By Rosa Durst ’17
Paired together as first-year roommates, Shannon Mahedy ’17 and Gabrielle Rivera ’17 first met under what they now agree were less than ideal circumstances. Both had arrived on campus early to participate in preorientation programs, but neither knew exactly when the other was going to show up. “I had just gotten back from Macward Bound,” says Rivera, “sweaty and needing a shower and playing some rather loud Jay Z,” when Mahedy suddenly unlocked the door. “I was quite startled,” says Mahedy.
But the duo were soon relieved to find that they were compatible, with many similar interests, from their taste in music and decor to a shared love of dancing. Early on, Rivera suggested arranging their room so they could see each other from their desks, in order to facilitate their friendship. Their first year was filled with baking cookies, walking along the Mississippi River, and holding spontaneous dance parties.
After Rivera approached Mahedy about sharing a room the following year (“I felt like I was asking you on a date,” says Rivera), they made sure their sophomore room in Bigelow was every bit as homey as their first-year room, including an open floor plan for dance breaks.
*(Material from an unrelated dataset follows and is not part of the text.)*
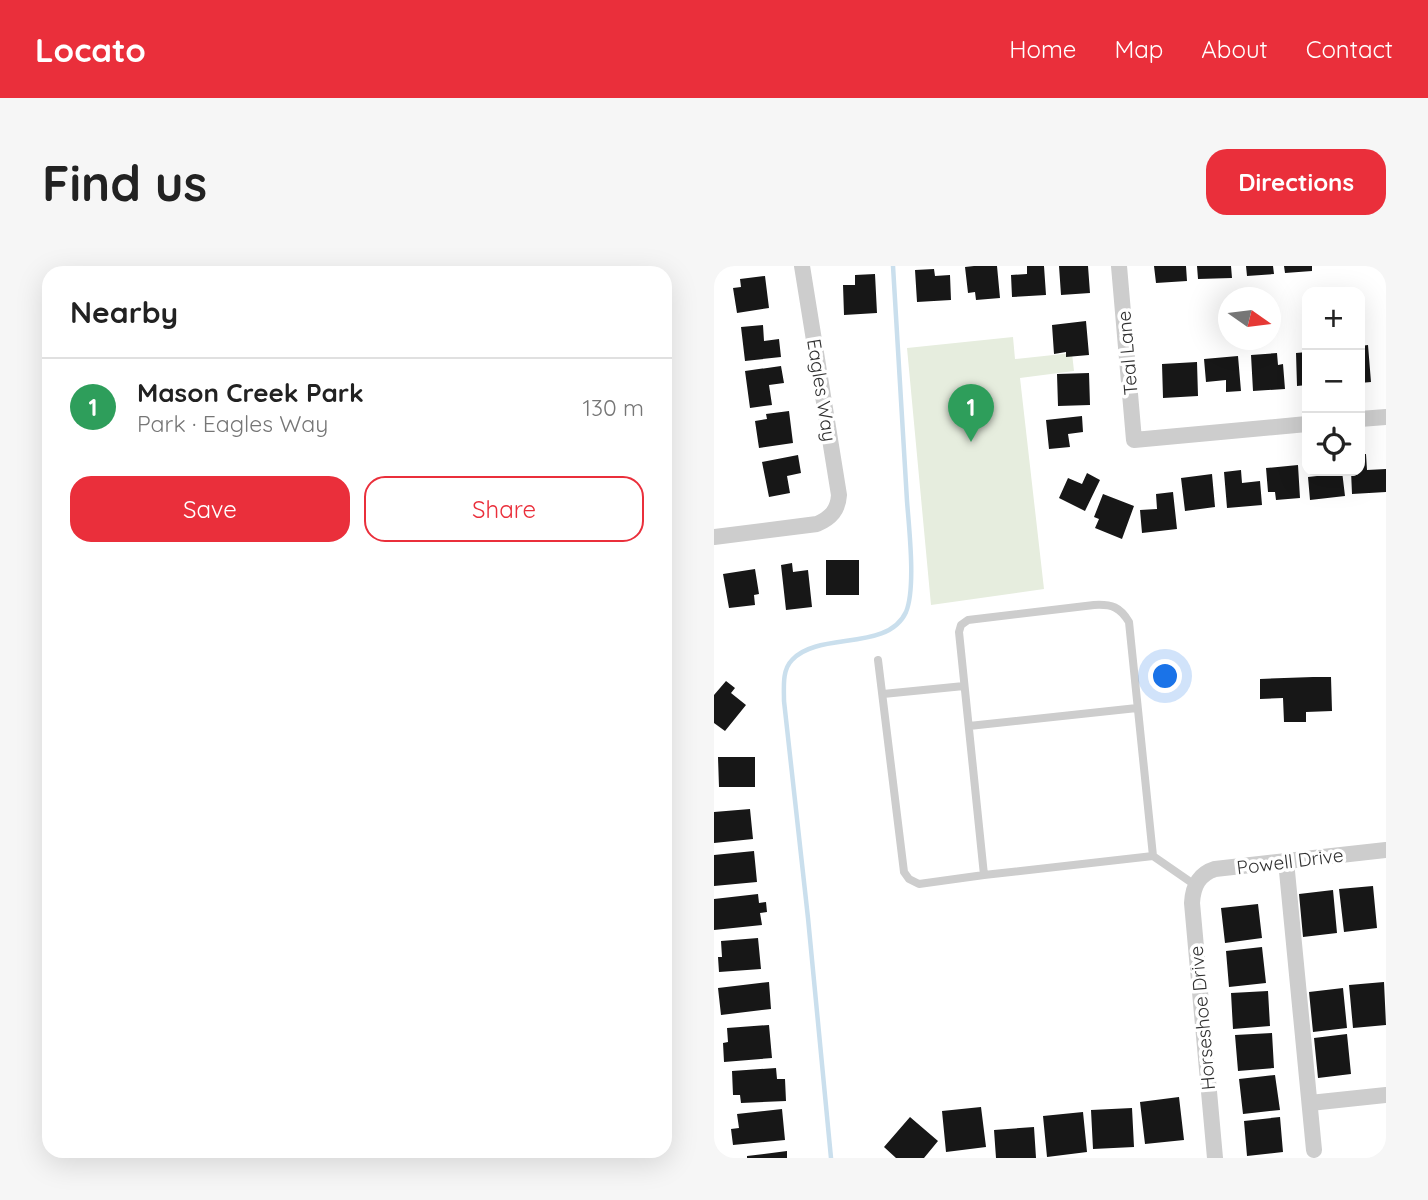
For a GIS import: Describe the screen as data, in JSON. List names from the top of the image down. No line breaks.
{"streets":{"street":["Teal Lane","Eagles Way","Powell Drive","Horseshoe Drive"]},"crossings":[["Powell Drive","Horseshoe Drive"]],"north":"right","page":{"header":"Locato","nav":["Home","Map","About","Contact"],"buttons":["Directions",["Save","Share"]],"title":"Find us","heading":"Nearby","map_buttons":["+","−"],"list":[{"mark":"1","name":"Mason Creek Park","note":"Park · Eagles Way","value":"130 m"}],"pins":"1"}}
Then followed what Rivera calls the “dark days” of junior year, when study abroad logistics meant the two were unable to live together. But today, as seniors, they share an off-campus house with two other students, complete with kitchen for “cooking while listening to music,” says Rivera, and of course, “dancing while cooking,” Mahedy adds.
In addition to being roommates, the two are also colleagues. Mahedy began working at the Health and Wellness Center as a sophomore, leading the Consent is Mac campaign. When a co-leadership position opened up, Rivera applied because of her interest in a health career. Although she was apprehensive about intruding on Mahedy’s work world, Mahedy was excited when Rivera applied. “I knew she had a good work ethic and that we have similar ways of thinking and going about things, so I thought it would be perfect.”
Both also teach fitness classes—Rivera teaches Core Power and Mahedy teaches Zumba. Attending each other’s classes, says Rivera, is “an opportunity to support each other in a different way.”
Rivera and Mahedy plan to stay in the Twin Cities after graduation. But even if they were someday to end up in separate cities, says Mahedy, “It would be impossible that we would fall out of touch. We’ve been through so much and gotten so close that we’re going to be friends for a long time.”